In less than a year, Lee Mellor and the Mudhounds have established themselves as a staple in Montreal's bluegrass scene, alongside local veterans Little Birdie and the United Steel Workers of Montreal. Of course, the Mudhounds' goal has never been merely to fit in. Through his song-writing, Mellor has strived to redefine the genre by employing themes and images from the past and relating them to issues of the present.
"There are a lot of ardent traditionalists on the scene who insist on playing strictly straight-up bluegrass, but I think the best way to truly preserve the music is to adapt it...to tackle issues and gel more with the mindset of our contemporary world," says Mellor.
Though folk and bluegrass are not traditionally genres a 23-year old would gravitate towards, Mellor says he grew tired of the self-indulgence associated with much of modern-day music. After dabbling with rock bands for more than five years, his search for a more honest and genuine outlet began.

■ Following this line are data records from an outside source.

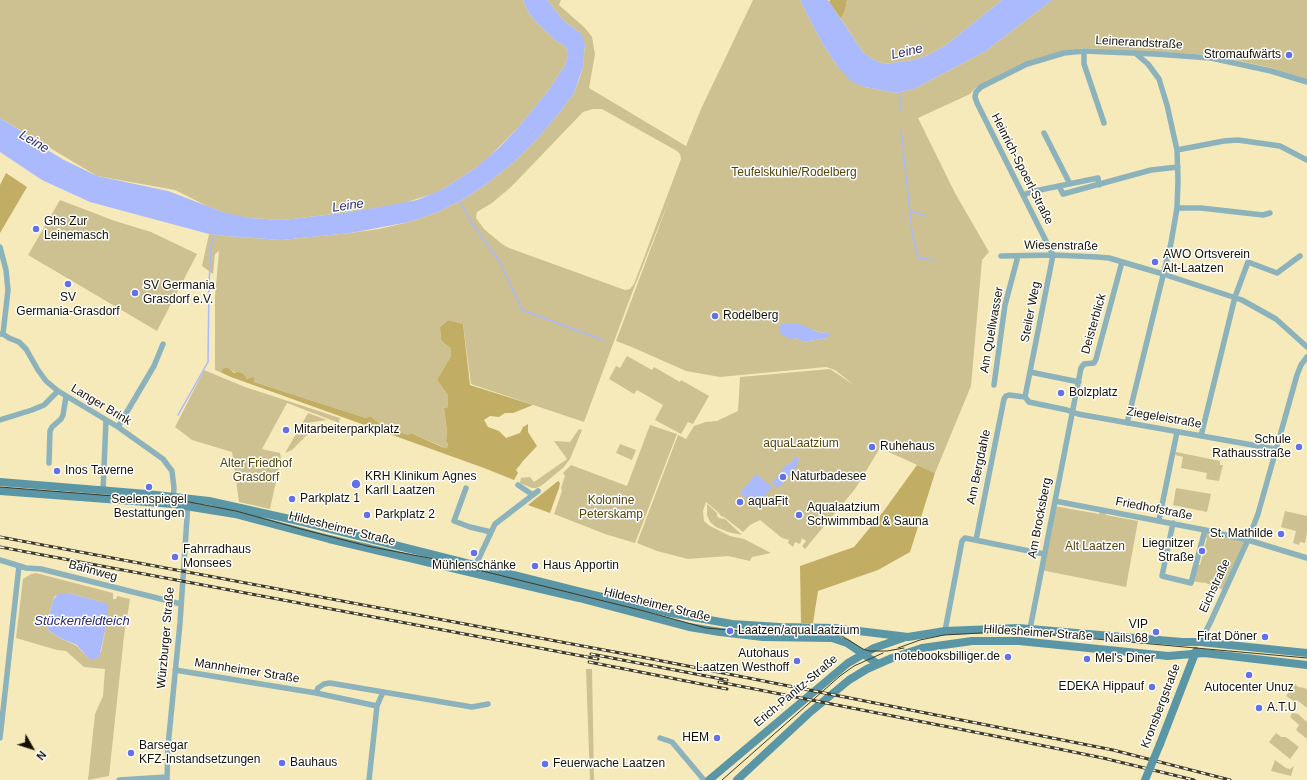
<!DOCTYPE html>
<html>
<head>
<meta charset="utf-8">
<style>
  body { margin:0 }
  #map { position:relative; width:1307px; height:780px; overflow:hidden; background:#f6eaba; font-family:Arial,sans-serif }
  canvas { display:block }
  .north { position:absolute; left:12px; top:728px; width:40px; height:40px; -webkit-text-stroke:3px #fff; paint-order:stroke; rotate:129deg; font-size:11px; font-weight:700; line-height:16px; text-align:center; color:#151102 }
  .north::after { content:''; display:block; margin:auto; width:14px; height:18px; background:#151102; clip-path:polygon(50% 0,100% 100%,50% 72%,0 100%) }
</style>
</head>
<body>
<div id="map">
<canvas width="1307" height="780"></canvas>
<div class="north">N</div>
</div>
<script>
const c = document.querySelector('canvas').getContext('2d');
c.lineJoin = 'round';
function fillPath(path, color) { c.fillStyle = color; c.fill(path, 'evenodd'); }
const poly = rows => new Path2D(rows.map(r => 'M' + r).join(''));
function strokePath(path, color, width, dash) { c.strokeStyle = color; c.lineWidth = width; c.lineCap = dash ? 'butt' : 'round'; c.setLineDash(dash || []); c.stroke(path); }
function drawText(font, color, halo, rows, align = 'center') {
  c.font = font + ' Arial,sans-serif'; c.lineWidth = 3; c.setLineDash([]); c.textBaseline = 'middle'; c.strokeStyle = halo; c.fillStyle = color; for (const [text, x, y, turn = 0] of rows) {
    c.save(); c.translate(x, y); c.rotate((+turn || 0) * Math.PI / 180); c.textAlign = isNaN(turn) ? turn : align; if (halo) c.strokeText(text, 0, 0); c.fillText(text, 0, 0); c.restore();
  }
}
const green = poly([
  [0,0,523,0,530,15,535,21,556,41,565,46,568,51,568,57,564,67,547,92,517,129,489,157,474,169,443,189,432,194,401,204,343,213,283,220,249,218,231,215,207,206,175,190,97,176,0,118],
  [547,0,561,0,559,5,585,28,592,37,595,54,589,88,686,146,701,109,753,0,800,0,822,43,838,67,865,87,896,93,914,89,986,51,1052,0,1307,0,1307,80,1272,68,1212,55,1083,48,1063,51,1027,62,1005,72,974,89,970,94,918,118,955,193,989,252,982,260,971,386,935,473,880,448,855,489,805,549,802,546,806,541,802,538,800,544,795,542,793,547,788,543,789,540,782,538,760,520,750,525,743,532,724,517,721,516,718,512,706,502,703,511,704,521,710,526,730,536,744,539,771,553,752,557,750,561,728,556,688,559,657,551,637,543,678,435,686,439,694,426,706,422,717,421,738,411,740,377,830,369,854,385,835,370,826,367,720,377,686,371,634,348,616,341,671,195,632,293,584,422,471,384,463,324,448,320,440,327,441,340,446,345,451,348,451,356,437,380,448,395,448,407,444,408,447,433,446,441,448,444,447,448,443,447,411,433,408,435,396,431,380,424,370,416,366,418,254,382,230,370,221,371,222,373,215,370,215,297,219,251,215,254,213,274,202,266,209,234,226,236,281,240,350,233,379,229,409,222,438,212,464,199,488,183,514,162,537,139,560,112,574,93,580,77,583,67,585,44,579,32,564,21],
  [593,109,602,109,677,151,680,154,681,159,634,284,630,289,625,290,509,248,502,244,484,229,476,218,477,212,492,203,511,187,583,112],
  [814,330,820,333,827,332,827,338,804,342,795,338],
  [847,0,1002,0,946,45,928,55,914,60,884,64,872,59,863,52,841,19,845,10],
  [60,200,115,221,151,232,197,254,157,331,28,255],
  [627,356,652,370,654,367,680,382,681,380,709,396,693,424,688,422,681,434,655,420,663,405,637,390,634,394,609,379,616,366,620,368],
  [204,370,245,387,340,418,339,423,287,403,262,449,280,453,281,459,270,509,239,502,232,452,192,440,175,427],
  [308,413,327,420,306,423,306,430,308,434,292,450,285,453],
  [650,425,677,434,635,543,605,534,554,514,562,491,561,488,565,476,563,473,571,465,627,486],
  [579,429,582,430,570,459,563,468,541,486,536,488,532,488,520,483,521,478,530,477,534,482,567,459,554,441,570,442],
  [620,444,636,450,632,460,616,453],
  [1176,452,1220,461,1220,465,1223,465,1219,481,1206,479,1207,473,1181,468,1183,457,1175,455],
  [1176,488,1211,494,1207,512,1173,505],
  [707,504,717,513,717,516,719,518,725,519,742,535,728,532,716,527,710,522,707,515],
  [1054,506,1099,514,1100,509,1107,511,1106,515,1138,521,1126,587,1041,570],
  [1285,511,1307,516,1307,532,1305,543,1300,542,1299,545,1293,543,1296,531,1281,527],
  [1205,531,1247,540,1224,590,1203,582,1203,583,1192,581,1196,565,1200,565,1207,538,1203,537],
  [36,573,113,593,113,599,116,599,117,596,130,599,124,636,109,776,88,780,95,714,103,696,105,669,84,667,66,651,57,650,16,638,23,579,31,574],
  [68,593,102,602,106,626,101,652,89,659,77,646,60,638,48,630,47,624,53,600,55,596],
  [586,669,592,669,594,780,590,780],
  [1295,684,1298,687,1305,688,1307,690,1307,708,1297,700,1295,702,1286,696],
  [1292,713,1298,714,1307,722,1307,739,1296,730,1299,725,1290,717],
  [1276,733,1281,737,1286,737,1299,747,1290,759,1269,742],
  [1275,760,1286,768,1290,769,1294,766,1291,776,1271,771]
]);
const forest = poly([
  [830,0,847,0,845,10,841,19,829,2],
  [6,173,27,187,0,233,0,185],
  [448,320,463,324,470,385,533,405,513,413,505,413,499,417,490,416,484,420,488,427,499,431,506,438,520,433,523,427,528,424,528,432,537,446,523,461,516,470,518,473,514,480,484,468,231,377,222,373,221,371,225,368,228,368,234,373,239,372,243,374,247,379,254,377,254,382,366,418,370,416,380,424,396,431,408,435,411,433,442,447,447,448,448,444,446,441,447,432,444,408,448,407,448,395,437,380,451,356,451,348,446,345,441,340,440,327],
  [917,465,935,473,910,552,878,570,818,591,813,623,801,623,800,566,854,547,883,512],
  [558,481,560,483,559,488,550,513,528,505]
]);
const water = poly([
  [523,0,547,0,564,21,579,32,583,37,585,44,583,67,574,93,560,112,537,139,514,162,488,183,464,199,438,212,409,222,350,233,281,240,226,236,209,234,90,202,42,180,0,152,0,118,21,131,36,143,64,160,97,176,168,191,223,212,249,218,283,220,343,213,386,206,417,200,443,189,474,169,499,148,517,129,547,92,564,67,568,57,568,51,565,46,556,41,535,21,530,15],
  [800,0,828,0,863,52,872,59,884,64,914,60,928,55,946,45,1002,0,1052,0,986,51,914,89,896,93,865,87,851,81,838,67,822,43],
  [783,324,800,324,820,333,827,332,830,334,827,338,804,342,795,338,790,339,781,334,779,327],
  [794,457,799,458,797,466,779,488,772,483,786,465,792,462],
  [756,474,772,487,757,506,740,493],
  [59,593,68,593,102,602,107,604,108,613,106,626,99,658,89,659,77,645,60,638,48,630,47,624,53,600]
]);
const stream = poly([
  [900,110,900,93],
  [901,130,912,232,918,258,936,260],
  [460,201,471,222,500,262,522,310,603,340],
  [911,211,926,216],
  [178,415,208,362,209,284,211,245,214,235]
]);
const street = poly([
  [1084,51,1084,64,1104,123],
  [1044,133,1070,184],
  [1177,150,1224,141,1238,140,1280,146,1307,160],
  [1059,186,1063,194,1151,170,1178,167],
  [1024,195,1030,192,1098,178,1099,185],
  [1177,208,1201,208,1263,215,1270,213],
  [0,247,6,270,8,290,3,334],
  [1001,256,1053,255,1097,257,1109,258,1163,274,1242,300,1276,319,1307,347],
  [0,334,3,334,9,338,19,342,26,349,38,370,46,381,58,391,118,427,163,459,172,471,174,488,173,500],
  [1030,372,1079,382],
  [994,385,1005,305,1018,256],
  [1025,397,1053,255,977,103,975,97,976,92,981,87,1027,64,1064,53,1084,51,1155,54,1211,58,1271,71,1307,82],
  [0,420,32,410,44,405,58,391],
  [1127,423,1171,243,1177,208,1178,181,1177,150,1167,105,1159,79,1148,64,1135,53],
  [118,427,154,366,163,344],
  [1201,436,1235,297,1248,262,1277,273,1300,256],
  [49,463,50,431,52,427,61,419,63,415,66,397],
  [518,485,533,495],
  [466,488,454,521,470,527,491,532],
  [103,491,106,420],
  [1055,501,1205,530,1248,540,1307,558],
  [1159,520,1177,432],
  [1173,523,1162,576,1191,583,1205,530],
  [976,540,1004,399,1006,396,1009,395,1025,397,1029,402,1067,410,1078,414,1275,449],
  [0,560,26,568,41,569,181,604],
  [475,569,477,562,495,524,538,491],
  [1030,629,1081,368,1084,364,1094,363,1096,359,1122,262],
  [945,631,962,541,965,538,1044,554],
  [1200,642,1210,623,1248,540,1258,514,1297,375,1301,365,1307,357],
  [175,670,316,693,377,706],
  [316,693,318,688,324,684,330,683,472,707,488,704],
  [0,738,19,566],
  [660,738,672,742,704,780],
  [119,780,167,777],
  [167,780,168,746,180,623,188,503],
  [369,780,377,706,383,692]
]);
const secondary = poly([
  [0,482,147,494,209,501,303,522,581,592,670,613,732,624,780,627,834,628,908,637,945,631,1018,628,1182,642,1200,642,1307,653],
  [0,491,173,504,235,514,329,539,579,598,689,627,720,632,763,637,832,638,847,643,878,664],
  [1160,744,1196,651],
  [709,780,848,663,874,648,903,638],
  [737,780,808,714,849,680,867,669,892,658,922,648,972,641,1019,641,1168,656,1204,653,1307,665]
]);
const tram = poly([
  [0,487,189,502,236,511,301,529,367,546,434,559,644,611,706,628,778,634,825,633,836,635,842,636,863,649,869,651,887,651,904,648],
  [898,648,920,640,944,635,1000,632,1029,633,1307,658],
  [722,780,840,676,854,666,883,653]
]);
const rail = poly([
  [0,537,652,659,1012,730,1113,750,1230,780],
  [0,547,598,659],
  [591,654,727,680],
  [589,662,727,689],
  [719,682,1010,739,1103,758,1194,780]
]);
const secondaryBridge = poly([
  [1145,780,1160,744]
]);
const markers = [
  [1289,55,4,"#6470e8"],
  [36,229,4,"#6470e8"],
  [1155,262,4,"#6470e8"],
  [68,284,4,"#6470e8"],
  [135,293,4,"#6470e8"],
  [715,316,4,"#6470e8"],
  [1061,393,4,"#6470e8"],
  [286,430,4,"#6470e8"],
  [872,447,4,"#6470e8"],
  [1299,447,4,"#6470e8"],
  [57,471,4,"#6470e8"],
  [783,477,4,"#6470e8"],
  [356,484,5,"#6470e8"],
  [149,487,4,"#6470e8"],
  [292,499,4,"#6470e8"],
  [740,502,4,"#6470e8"],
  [367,515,4,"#6470e8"],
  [799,515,4,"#6470e8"],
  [1281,534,4,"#6470e8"],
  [1202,551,4,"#6470e8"],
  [474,553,4,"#6470e8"],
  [175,557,4,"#6470e8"],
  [535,566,4,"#6470e8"],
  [730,631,4,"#6470e8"],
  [1156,632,4,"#6470e8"],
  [1265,637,4,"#6470e8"],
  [1008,657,4,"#6470e8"],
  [1087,659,4,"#6470e8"],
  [797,661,4,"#6470e8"],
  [1249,675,4,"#6470e8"],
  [1152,687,4,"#6470e8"],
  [1259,708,4,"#6470e8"],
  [717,738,4,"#6470e8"],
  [131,753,4,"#6470e8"],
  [282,763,4,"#6470e8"],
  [545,764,4,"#6470e8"]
];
const streetNames = [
  ["Leinerandstraße",1139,43,3],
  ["Heinrich-Spoerl-Straße",1022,169,63],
  ["Wiesenstraße",1061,246,1],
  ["Steiler Weg",1031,312,-79],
  ["Deisterblick",1094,324,-74],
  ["Am Quellwasser",992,330,-80],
  ["Langer Brink",101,405,31],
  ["Ziegeleistraße",1164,418,10],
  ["Am Bergdahle",979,467,-78],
  ["Friedhofstraße",1154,509,11],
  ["Am Brocksberg",1040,518,-79],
  ["Hildesheimer Straße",342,529,14],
  ["Bahnweg",93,571,15],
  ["Eichstraße",1215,586,-65],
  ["Hildesheimer Straße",657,605,14],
  ["Hildesheimer Straße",1038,633,4],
  ["Würzburger Straße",166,638,-85],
  ["Mannheimer Straße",247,671,9],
  ["Erich-Panitz-Straße",796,691,-40],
  ["Kronsbergstraße",1161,706,-69]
];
const poiNames = [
  ["Stromaufwärts",1281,55,"right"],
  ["Ghs Zur",44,222],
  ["Leinemasch",44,236],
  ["AWO Ortsverein",1163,255],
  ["Alt-Laatzen",1163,269],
  ["SV Germania",143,286],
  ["Grasdorf e.V.",143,300],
  ["SV",68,298,"center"],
  ["Germania-Grasdorf",68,312,"center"],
  ["Rodelberg",723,316],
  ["Bolzplatz",1069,393],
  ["Mitarbeiterparkplatz",294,430],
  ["Schule",1291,440,"right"],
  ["Rathausstraße",1291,454,"right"],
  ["Ruhehaus",880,447],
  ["Inos Taverne",65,471],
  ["KRH Klinikum Agnes",365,477],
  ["Karll Laatzen",365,491],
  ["Naturbadesee",791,477],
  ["Parkplatz 1",300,499],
  ["Seelenspiegel",149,500,"center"],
  ["Bestattungen",149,514,"center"],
  ["aquaFit",748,502],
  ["Aqualaatzium",807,508],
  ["Schwimmbad & Sauna",807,522],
  ["Parkplatz 2",375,515],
  ["St. Mathilde",1273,534,"right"],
  ["Liegnitzer",1194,544,"right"],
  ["Straße",1194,558,"right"],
  ["Fahrradhaus",183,550],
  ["Monsees",183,564],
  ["Mühlenschänke",474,566,"center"],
  ["Haus Apportin",543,566],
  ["VIP",1148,625,"right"],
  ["Nails 68",1148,639,"right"],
  ["Laatzen/aquaLaatzium",738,631],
  ["Firat Döner",1257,637,"right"],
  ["Autohaus",789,654,"right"],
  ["Laatzen Westhoff",789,668,"right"],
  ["notebooksbilliger.de",1000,657,"right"],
  ["Mel's Diner",1095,659],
  ["EDEKA Hippauf",1144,687,"right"],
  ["Autocenter Unuz",1249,688,"center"],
  ["A.T.U",1267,708],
  ["HEM",709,738,"right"],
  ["Barsegar",139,746],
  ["KFZ-Instandsetzungen",139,760],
  ["Bauhaus",290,763],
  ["Feuerwache Laatzen",553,764]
];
const parkNames = [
  ["Teufelskuhle/Rodelberg",794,173],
  ["aquaLaatzium",801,444],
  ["Alter Friedhof",256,464],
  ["Grasdorf",256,478],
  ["Kolonine",611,501],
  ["Peterskamp",611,515],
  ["Alt Laatzen",1095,547]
];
const waterNames = [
  ["Leine",907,52,-13],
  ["Leine",34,142,31],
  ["Leine",348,206,-8],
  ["Stückenfeldteich",82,621]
];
fillPath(green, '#cdc192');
fillPath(forest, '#c1ae64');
fillPath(water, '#abb9fd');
strokePath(stream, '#abb9fd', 1.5);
strokePath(street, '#8cb2bc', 5.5);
strokePath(secondary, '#5a96a5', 8);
strokePath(tram, '#3f3a25', 1);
strokePath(rail, '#3f3a25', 3);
strokePath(rail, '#fff', 1.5, [4.5]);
strokePath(secondaryBridge, '#5a96a5', 8);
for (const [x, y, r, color] of markers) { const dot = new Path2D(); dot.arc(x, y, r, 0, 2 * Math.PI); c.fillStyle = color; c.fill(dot); strokePath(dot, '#fff', 1.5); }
drawText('12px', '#151102', '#fff', streetNames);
drawText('12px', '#151102', '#fff', poiNames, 'left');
drawText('12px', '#534508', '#fff', parkNames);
drawText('italic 13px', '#282b78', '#fff', waterNames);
</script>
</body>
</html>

"I arrived at playing folk on the end of a spiritual pilgrimage," he says. "I was looking to find a genre of music that didn't lie to me...one that could tell me the way things really are if it wanted to."
Mellor spent the first five years of his life in an industrial sector of England, which he recalls as being blanketed by smog and pollution. Around the age of 4 he developed a chronic case of pneumonia, so doctors advised that his parents leave the area, before the affliction got worse.
"Suffice to say, by the age of five I already had a pretty strong idea of the environmental issues which are sadly affecting our world, and that influenced a lot of the way I think about industries," he says.
The Mellor family immigrated to Canada in 1987, and it was here that Mellor would grow up, sandwiched between industry and countryside in the small town of Bowmanville, Ontario.
"I grew up terrified of being tied to these factory towns, because I'd see the kind of social diseases they'd breed. So a lot of my songs are about characters trying to escape the vacuum," he says.
In 2004 Mellor made his own escape, packing his bags for Montreal with hopes of penetrating the city's vibrant music community. With him he brought little more than his guitar and old-fashioned sound, yet he's managed to make it all work in his newfound surroundings.
Although striking a healthy balance between the old and the new has proved to be a constant struggle for Mellor, even more troubling, he says, is trying to define where he is headed with the genre.
"I often call what we're doing "citygrass," for several reasons. First of all, it's not exactly bluegrass - it's also heavily influenced by Motown, traditional folk, and rock music. We just kind of steal the bluegrass instrumentation. Second, none of us grew up in Kentucky," he laughs. "And finally, I think that what we're doing is more akin to the grass in the city than the wild flourishing grass of the countryside."
"It feels like roots music has kind of been buried lately, so in a way, it's like our music is those little tufts of grass that sprout out between the cracks in the sidewalk, trying desperately to find some life."
In the end, Mellor says he would rather people listen to what it is he's saying, rather than how he's saying it. To him, which genre his music falls under is irrelevant, so long as it conveys a meaningful message.
"Lee Mellor and the Mudhounds are not really doing anything totally new," he says, "we're simply resurrecting an old tradition which seems to have died out since the grunge era...actually writing good songs!"
"Our society is so inundated with songs about nothing that we're starting to forget the importance of music as a medium for change - something that can inspire us to think, drive us to fight and heal us when we're wounded."
"Lee Mellor and the Mudhounds do our best to say something earnest and insightful every time we climb up on that stage. We're not just about making money, we're about helping people to find themselves again."